Forum Moderators: Robert Charlton & goodroi
I was reading the New York Times article Microsoft and Google Set to Wage Arms Race [nytimes.com] and there was paragraph that caught my eye on page 2 that quoted Eric Schmidt (Google CEO) admitting that they have problems with being able to store more web site information because their "machines are full" (see page 2 of NYT article).
I am a webmaster who has had problems with getting / keeping my webpages indexed by Google. I follow Google's guidelines to the letter and I have not practiced any blackhat seo techniques.
Here are some problems I have been having;
1. Established websites having 95%+ pages dropped from Google's index for no reason.

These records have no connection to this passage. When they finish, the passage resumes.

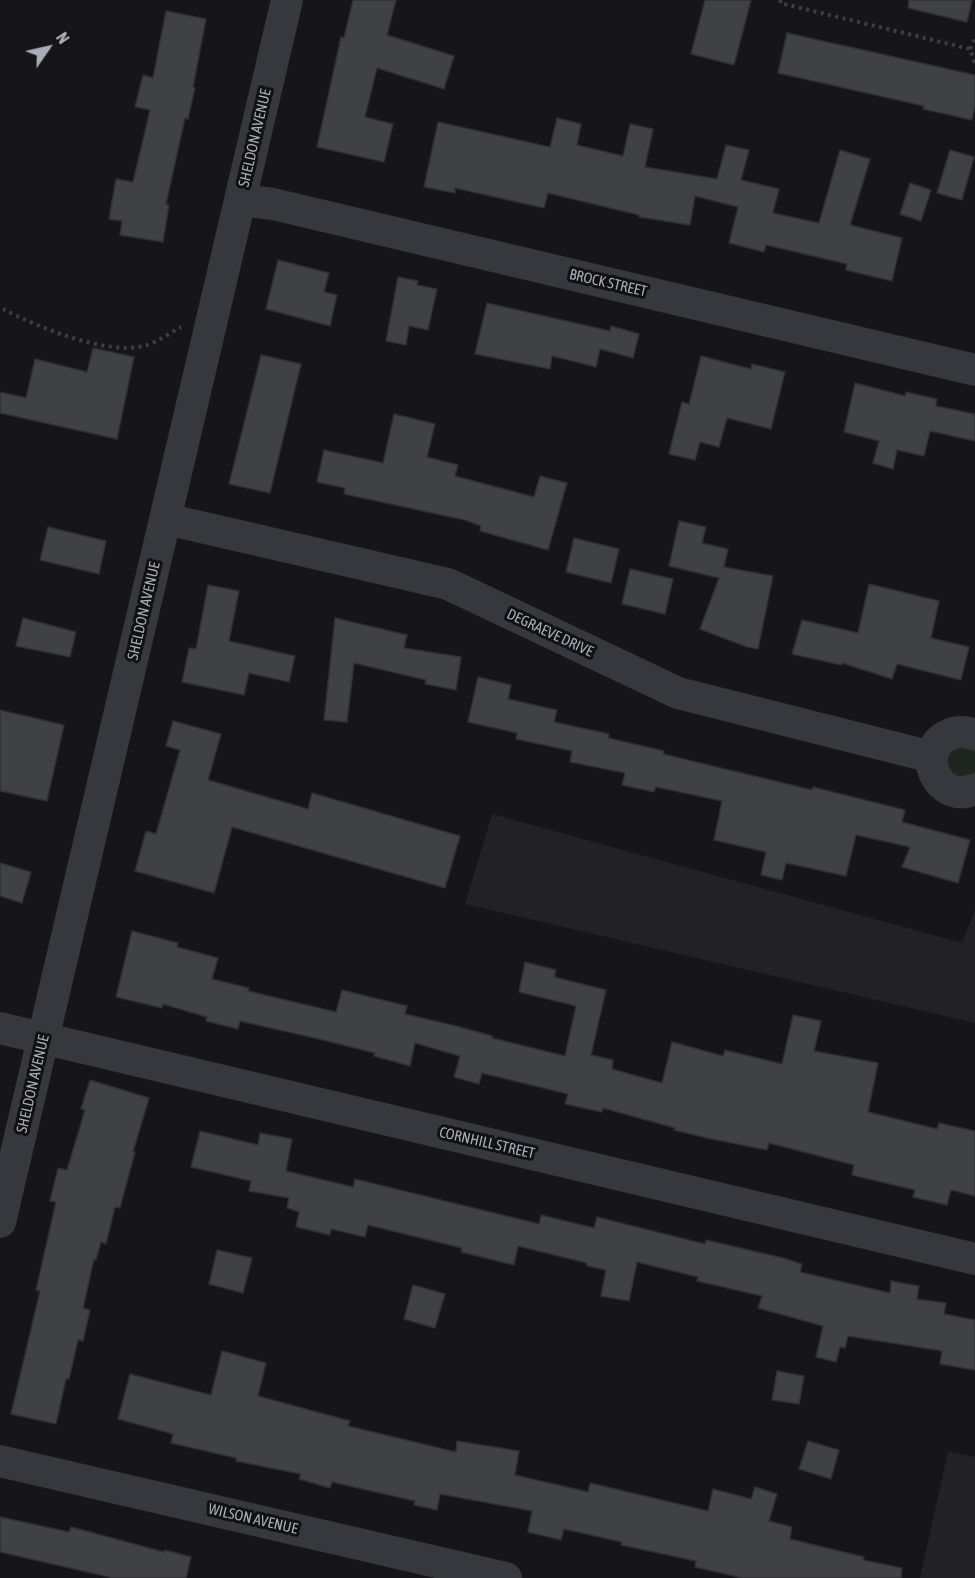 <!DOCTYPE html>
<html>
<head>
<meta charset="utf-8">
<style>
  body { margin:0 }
  #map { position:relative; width:975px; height:1578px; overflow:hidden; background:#161618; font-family:"Asap Condensed",sans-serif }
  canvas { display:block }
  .north { position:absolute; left:18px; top:18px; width:60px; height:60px; -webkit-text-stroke:4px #111113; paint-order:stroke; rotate:56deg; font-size:16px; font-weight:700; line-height:24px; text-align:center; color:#a8adb8 }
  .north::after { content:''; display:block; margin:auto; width:21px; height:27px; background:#a8adb8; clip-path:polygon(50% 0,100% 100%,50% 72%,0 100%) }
</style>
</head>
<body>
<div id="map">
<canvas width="975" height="1578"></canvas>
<div class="north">N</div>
</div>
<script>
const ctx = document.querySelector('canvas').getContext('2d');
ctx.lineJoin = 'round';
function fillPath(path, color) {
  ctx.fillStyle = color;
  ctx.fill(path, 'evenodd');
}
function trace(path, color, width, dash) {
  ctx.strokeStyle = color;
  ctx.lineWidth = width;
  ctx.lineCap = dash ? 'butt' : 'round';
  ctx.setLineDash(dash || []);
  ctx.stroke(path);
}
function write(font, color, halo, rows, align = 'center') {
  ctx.font = font + ' "Asap Condensed",sans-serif';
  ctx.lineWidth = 6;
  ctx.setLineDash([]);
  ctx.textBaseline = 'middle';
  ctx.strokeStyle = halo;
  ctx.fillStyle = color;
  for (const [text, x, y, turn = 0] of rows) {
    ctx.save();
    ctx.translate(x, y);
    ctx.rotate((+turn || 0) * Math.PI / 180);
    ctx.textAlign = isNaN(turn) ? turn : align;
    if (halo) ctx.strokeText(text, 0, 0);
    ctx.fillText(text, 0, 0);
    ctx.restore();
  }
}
const built = new Path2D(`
  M492,814L962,943L975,910V1023L465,904Z
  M948,1451L975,1457V1578H920Z`);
const green = new Path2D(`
  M975,746V778L962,784L939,761L943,748Z`);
const building = new Path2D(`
  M353,0H396L387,35L454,56L444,89L377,68L365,117L393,124L384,162L317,147L341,37L344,38Z
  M705,0H751L734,65L691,54Z
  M909,0H972L967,22L908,8Z
  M166,11L206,19L193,87L195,88L188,119L185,118L166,204L169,205L163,242L120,235L122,221L109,219L116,179L133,182L150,110L135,107L143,75L153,78Z
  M787,33L975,75V105L972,120L923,109L924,106L778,73Z
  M557,118L581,124L577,145L623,156L630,124L653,129L645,167L717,179L726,145L749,150L741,180L779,189L773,213L819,223L840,150L870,159L850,225L902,238L892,281L846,270L847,264L766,245L764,252L729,243L738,207L695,196L690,225L639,217V215L548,193L544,208L455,188V193L424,187L438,122L550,147Z
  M950,150L974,157L962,200L937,193Z
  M910,183L931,190L921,221L900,214Z
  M278,260L329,273L324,292L337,295L330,326L266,309Z
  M398,277L418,281L417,285L437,289L428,330L409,326L406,345L386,341Z
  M487,303L610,331L611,326L639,334L633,358L600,349L596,367L552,356L550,369L475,354Z
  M93,348L134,357L117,439L0,413V392L26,398L35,359L87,372Z
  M261,355L301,364L270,493L229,484Z
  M701,356L751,369L752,364L785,372L771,429L727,418L719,447L700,442L695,460L669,454L682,402L689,404Z
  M855,383L905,396L906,392L937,399L936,406L975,414V441L930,431L924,456L897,450L893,469L873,463L879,441L844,432Z
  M394,414L435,424L427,457L458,465L455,476L534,497L540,476L567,483L548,550L480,531L481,526L465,520L344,494L345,488L317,482L324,450L383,463Z
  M679,521L706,527L702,543L728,549L724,567L773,576L758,649L747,647L700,629L719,578L669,566Z
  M48,527L106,541L99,574L40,560Z
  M574,538L619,549L611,583L566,572Z
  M630,569L673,579L665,614L622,604Z
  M869,584L939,601L931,638L969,647L961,680L897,664L892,679L842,663L841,665L792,654L802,620L858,633Z
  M208,585L239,591L229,641L295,656L289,682L249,673L244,695L182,682L189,648L196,649Z
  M23,618L76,632L70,657L16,646Z
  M335,618L407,635L404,648L461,657L456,690L425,684L426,680L354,663L347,722L324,720Z
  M478,677L511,685L508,699L557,710L554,722L609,734L608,738L664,751L663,754L812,790L813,787L905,810L902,822L970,840L958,883L902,867L910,847L856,835L846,876L786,863L782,880L761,875L766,852L714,840L722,801L656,787L654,792L622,785L625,773L570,762L572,751L516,739L517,733L468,722Z
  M0,710L64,725L47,801L0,791Z
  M173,721L221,734L208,780L308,809L312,793L460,836L445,888L232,827L214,893L135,871L146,831L156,834L180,750L166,746Z
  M0,863L31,872L22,903L0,896Z
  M132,931L178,943L177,947L218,958L212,979L249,988L248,991L336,1012L342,990L407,1006L405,1014L456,1026L492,1036V1038L565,1056L576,1006L519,992L525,962L556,970L554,977L606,990L591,1055L613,1060L612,1069L662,1083L672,1042L723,1056L725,1050L782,1064L793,1015L821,1021L814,1051L878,1063L868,1112L937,1129L939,1123L975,1131V1196L951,1190L947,1205L913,1197L915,1190L852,1175L854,1165L769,1143L767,1150L707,1138L674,1130L675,1128L603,1108L602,1112L565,1104L568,1094L482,1073L479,1084L454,1077L460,1056L415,1043L410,1066L374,1056L375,1053L319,1039L240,1021L238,1029L206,1021L207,1017L163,1004L162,1008L116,997Z
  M90,1080L149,1098L133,1152H135L120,1208L115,1207L106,1244L101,1242L96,1260L94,1259L83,1308L90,1310L83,1341L78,1340L69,1379H66L56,1424L11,1414L40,1291L36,1290L56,1202L50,1201L58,1168L67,1170L85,1110L81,1109Z
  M200,1131L258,1145L260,1133L292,1139L286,1171L353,1187L355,1179L539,1224L541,1215L594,1228L597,1217L705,1244L706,1240L783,1258L802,1264L800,1272L890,1293L891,1281L919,1286L917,1299L946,1303L944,1314L975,1320V1370L940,1364L942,1351L848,1336L845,1348L840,1347L836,1362L816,1357L823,1326L758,1308L762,1296L697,1281L698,1277L637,1262L629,1301L601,1296L606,1270L587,1266V1263L518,1246L514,1265L461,1252L462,1248L368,1225L365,1237L331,1229L330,1235L296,1227L299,1212L287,1208L289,1198L249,1191L251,1181L191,1167Z
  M217,1250L252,1258L243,1293L209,1284Z
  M413,1285L445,1294L435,1328L404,1319Z
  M222,1351L266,1363L258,1396L350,1421L348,1426L456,1452L457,1441L519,1451L515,1475L588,1492L590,1483L708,1511L713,1489L751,1499L755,1487L777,1494L769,1521L792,1527L790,1539L864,1557L863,1560L902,1568L901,1578H742L695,1567L696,1561L621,1545L622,1542L564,1529L561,1540L528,1532L532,1511L440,1494L437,1510L414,1505L415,1501L332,1482L330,1488L299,1479L301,1474L236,1461V1458L171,1443L173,1434L118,1419L130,1374L211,1395Z
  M777,1371L804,1376L799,1404L772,1400Z
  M808,1441L839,1450L831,1479L799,1469Z
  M0,1517L69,1532L71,1527L164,1552L165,1550L191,1557L186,1578H113L0,1552Z`);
const path = new Path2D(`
  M781,0L780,3L970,49L975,63
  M970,49L975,39
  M3,309C38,327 104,355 144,346C156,343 170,333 181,327`);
const street = new Path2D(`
  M241,200L273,204L975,370
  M166,519L448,584L678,693L932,757
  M975,735C966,731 957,731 948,735C913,753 940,806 975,789
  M0,1028L975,1259
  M0,1222L287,0
  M0,1461L506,1578`);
const streetNames = [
  ["SHELDON AVENUE",255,138,-77],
  ["BROCK STREET",608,283,13],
  ["SHELDON AVENUE",144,611,-77],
  ["DEGRAEVE DRIVE",550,633,25],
  ["SHELDON AVENUE",33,1084,-77],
  ["CORNHILL STREET",487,1143,13],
  ["WILSON AVENUE",253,1519,13]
];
fillPath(built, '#222225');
fillPath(green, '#1e261f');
fillPath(building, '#404145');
trace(building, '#303034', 1.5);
trace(path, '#3d3f44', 4, [3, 4.5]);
trace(street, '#37383d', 32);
write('15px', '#a8adb8', '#111113', streetNames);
</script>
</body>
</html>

2. New webpages being published on established websites not being indexed (pages that were launched as long as 6-8 weeks ago).
3. New websites being launched and not showing up in serps (as long as 12 months).
We're all well aware that Google has algo problems handling simple directives such as 301 and 302 redirects, duplicate indexing of www and non-www webpages, canonical issues, etc.
Does anybody think that Google's "huge machine crisis" has anything to do with any of the problems I mentioned above?
[edited by: tedster at 5:03 pm (utc) on May 3, 2006]
[edit reason] fix side scroll potential [/edit]
In my post above, I was maybe thinking about the current problems being bugs in the final rollout of an upgrade happening right now. I now see that what you are talking about is getting new machines in the next year. There is no upgrade to hardware at this time. In fact Matt Cutts said that in his blog just a few weeks ago.
In that case, it puts a whole new spin on things. This new "infrastructure" that Matt Cutts talks about in his blog for the last few months is then merely lots of band-aids on the existing kit, and more clever ways of utilising the existing kit until such time as the new stuff can come online many many months from now...
Now, that would explain why they have added a crawl-cache. They haven't got enough kit to spider the entire web any more, and the bandwidth needed was becoming too great. It might also explain why pages from some sites are disappearing en-masse. They are deleting "unimportant" stuff to make way for new stuff; but have got some of it wrong. It doesn't explain why a very large pile of very obvious junk does remain indexed though.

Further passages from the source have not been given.